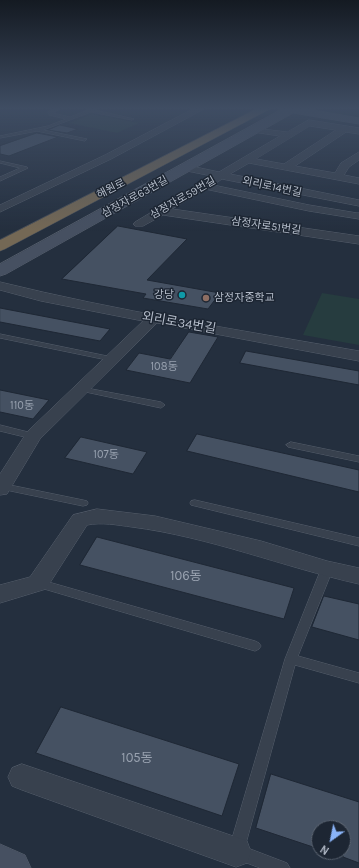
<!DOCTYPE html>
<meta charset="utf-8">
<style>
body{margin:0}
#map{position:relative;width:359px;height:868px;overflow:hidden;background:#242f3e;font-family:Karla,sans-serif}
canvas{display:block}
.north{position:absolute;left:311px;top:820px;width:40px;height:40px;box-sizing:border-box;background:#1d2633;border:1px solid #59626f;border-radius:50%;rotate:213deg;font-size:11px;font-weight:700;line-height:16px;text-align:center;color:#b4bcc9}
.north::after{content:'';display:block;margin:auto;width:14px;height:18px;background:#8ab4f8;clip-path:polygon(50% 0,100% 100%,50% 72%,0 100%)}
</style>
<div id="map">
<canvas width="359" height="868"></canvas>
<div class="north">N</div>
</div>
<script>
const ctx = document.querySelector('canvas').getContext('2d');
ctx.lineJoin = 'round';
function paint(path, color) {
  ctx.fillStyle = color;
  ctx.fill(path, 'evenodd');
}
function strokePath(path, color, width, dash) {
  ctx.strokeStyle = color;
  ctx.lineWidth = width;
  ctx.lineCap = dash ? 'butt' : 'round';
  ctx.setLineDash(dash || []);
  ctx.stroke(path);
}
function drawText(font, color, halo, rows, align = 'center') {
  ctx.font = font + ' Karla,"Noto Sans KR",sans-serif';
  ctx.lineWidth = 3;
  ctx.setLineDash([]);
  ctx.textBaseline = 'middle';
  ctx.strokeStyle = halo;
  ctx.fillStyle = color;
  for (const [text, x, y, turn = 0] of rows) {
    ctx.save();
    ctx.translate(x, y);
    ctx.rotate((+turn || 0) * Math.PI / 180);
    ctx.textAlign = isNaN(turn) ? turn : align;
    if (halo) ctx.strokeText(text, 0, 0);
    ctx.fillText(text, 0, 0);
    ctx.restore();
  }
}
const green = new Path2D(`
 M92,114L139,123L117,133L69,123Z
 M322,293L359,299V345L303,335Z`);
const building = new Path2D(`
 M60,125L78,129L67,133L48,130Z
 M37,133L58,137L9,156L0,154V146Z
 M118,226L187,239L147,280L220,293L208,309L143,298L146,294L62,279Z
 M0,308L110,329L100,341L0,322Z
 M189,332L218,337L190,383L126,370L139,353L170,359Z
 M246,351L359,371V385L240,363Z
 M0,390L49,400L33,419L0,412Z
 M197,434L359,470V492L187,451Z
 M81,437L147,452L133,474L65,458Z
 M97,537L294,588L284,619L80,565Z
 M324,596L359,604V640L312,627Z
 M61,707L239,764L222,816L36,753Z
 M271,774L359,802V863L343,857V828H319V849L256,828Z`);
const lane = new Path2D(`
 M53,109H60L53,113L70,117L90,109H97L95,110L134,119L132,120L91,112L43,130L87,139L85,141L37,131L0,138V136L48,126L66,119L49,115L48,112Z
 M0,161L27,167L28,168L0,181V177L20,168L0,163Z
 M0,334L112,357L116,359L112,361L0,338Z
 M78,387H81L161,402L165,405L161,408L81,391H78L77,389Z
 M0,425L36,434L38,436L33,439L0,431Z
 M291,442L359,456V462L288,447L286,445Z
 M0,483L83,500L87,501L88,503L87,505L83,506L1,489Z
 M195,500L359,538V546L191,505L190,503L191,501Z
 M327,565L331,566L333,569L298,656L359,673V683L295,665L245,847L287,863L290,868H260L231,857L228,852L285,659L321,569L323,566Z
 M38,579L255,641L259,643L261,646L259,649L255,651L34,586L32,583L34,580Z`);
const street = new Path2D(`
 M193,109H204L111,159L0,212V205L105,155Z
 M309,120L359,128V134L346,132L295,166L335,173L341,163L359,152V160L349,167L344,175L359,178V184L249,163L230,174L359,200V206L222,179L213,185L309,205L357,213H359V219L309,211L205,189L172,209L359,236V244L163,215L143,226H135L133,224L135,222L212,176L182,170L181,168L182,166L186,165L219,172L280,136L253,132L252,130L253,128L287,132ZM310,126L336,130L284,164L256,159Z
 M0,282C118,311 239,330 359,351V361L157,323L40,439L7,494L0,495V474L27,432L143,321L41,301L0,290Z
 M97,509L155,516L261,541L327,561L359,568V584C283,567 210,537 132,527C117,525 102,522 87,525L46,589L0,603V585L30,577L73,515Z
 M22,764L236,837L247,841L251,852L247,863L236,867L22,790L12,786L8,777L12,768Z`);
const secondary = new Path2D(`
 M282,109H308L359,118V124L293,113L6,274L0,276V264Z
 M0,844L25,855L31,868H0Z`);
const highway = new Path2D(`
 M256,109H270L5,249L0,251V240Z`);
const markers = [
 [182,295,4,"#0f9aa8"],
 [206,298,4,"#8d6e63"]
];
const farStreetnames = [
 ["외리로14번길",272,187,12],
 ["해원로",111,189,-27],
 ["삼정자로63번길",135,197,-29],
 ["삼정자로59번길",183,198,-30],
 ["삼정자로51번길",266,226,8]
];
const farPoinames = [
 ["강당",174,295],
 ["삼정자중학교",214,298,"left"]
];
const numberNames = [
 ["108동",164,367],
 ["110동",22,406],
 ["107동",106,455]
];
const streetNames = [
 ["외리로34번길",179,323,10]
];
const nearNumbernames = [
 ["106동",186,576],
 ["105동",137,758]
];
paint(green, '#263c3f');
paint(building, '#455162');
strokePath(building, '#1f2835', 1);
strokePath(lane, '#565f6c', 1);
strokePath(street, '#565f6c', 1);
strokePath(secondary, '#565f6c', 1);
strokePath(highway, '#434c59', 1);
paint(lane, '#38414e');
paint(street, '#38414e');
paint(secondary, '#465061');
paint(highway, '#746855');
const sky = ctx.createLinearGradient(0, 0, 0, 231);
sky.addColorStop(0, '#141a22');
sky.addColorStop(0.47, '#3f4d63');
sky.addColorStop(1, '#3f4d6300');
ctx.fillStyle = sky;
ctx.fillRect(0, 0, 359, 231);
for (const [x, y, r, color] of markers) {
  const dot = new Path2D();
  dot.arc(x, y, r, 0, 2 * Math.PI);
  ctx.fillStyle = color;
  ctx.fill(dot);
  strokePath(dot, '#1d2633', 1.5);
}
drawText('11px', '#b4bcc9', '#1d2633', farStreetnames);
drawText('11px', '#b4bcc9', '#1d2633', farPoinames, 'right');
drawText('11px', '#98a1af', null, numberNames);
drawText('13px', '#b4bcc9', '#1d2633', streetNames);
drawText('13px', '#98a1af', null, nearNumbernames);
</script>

= = =

• _What you need to do_
Of the entries above, repeat exactly the lines from the line with "ctx.setLineDash(dash || []);" through the line with "for (const [text, x, y, turn", both of them included.

• _Result_
  ctx.setLineDash(dash || []);
  ctx.stroke(path);
}
function drawText(font, color, halo, rows, align = 'center') {
  ctx.font = font + ' Karla,"Noto Sans KR",sans-serif';
  ctx.lineWidth = 3;
  ctx.setLineDash([]);
  ctx.textBaseline = 'middle';
  ctx.strokeStyle = halo;
  ctx.fillStyle = color;
  for (const [text, x, y, turn = 0] of rows) {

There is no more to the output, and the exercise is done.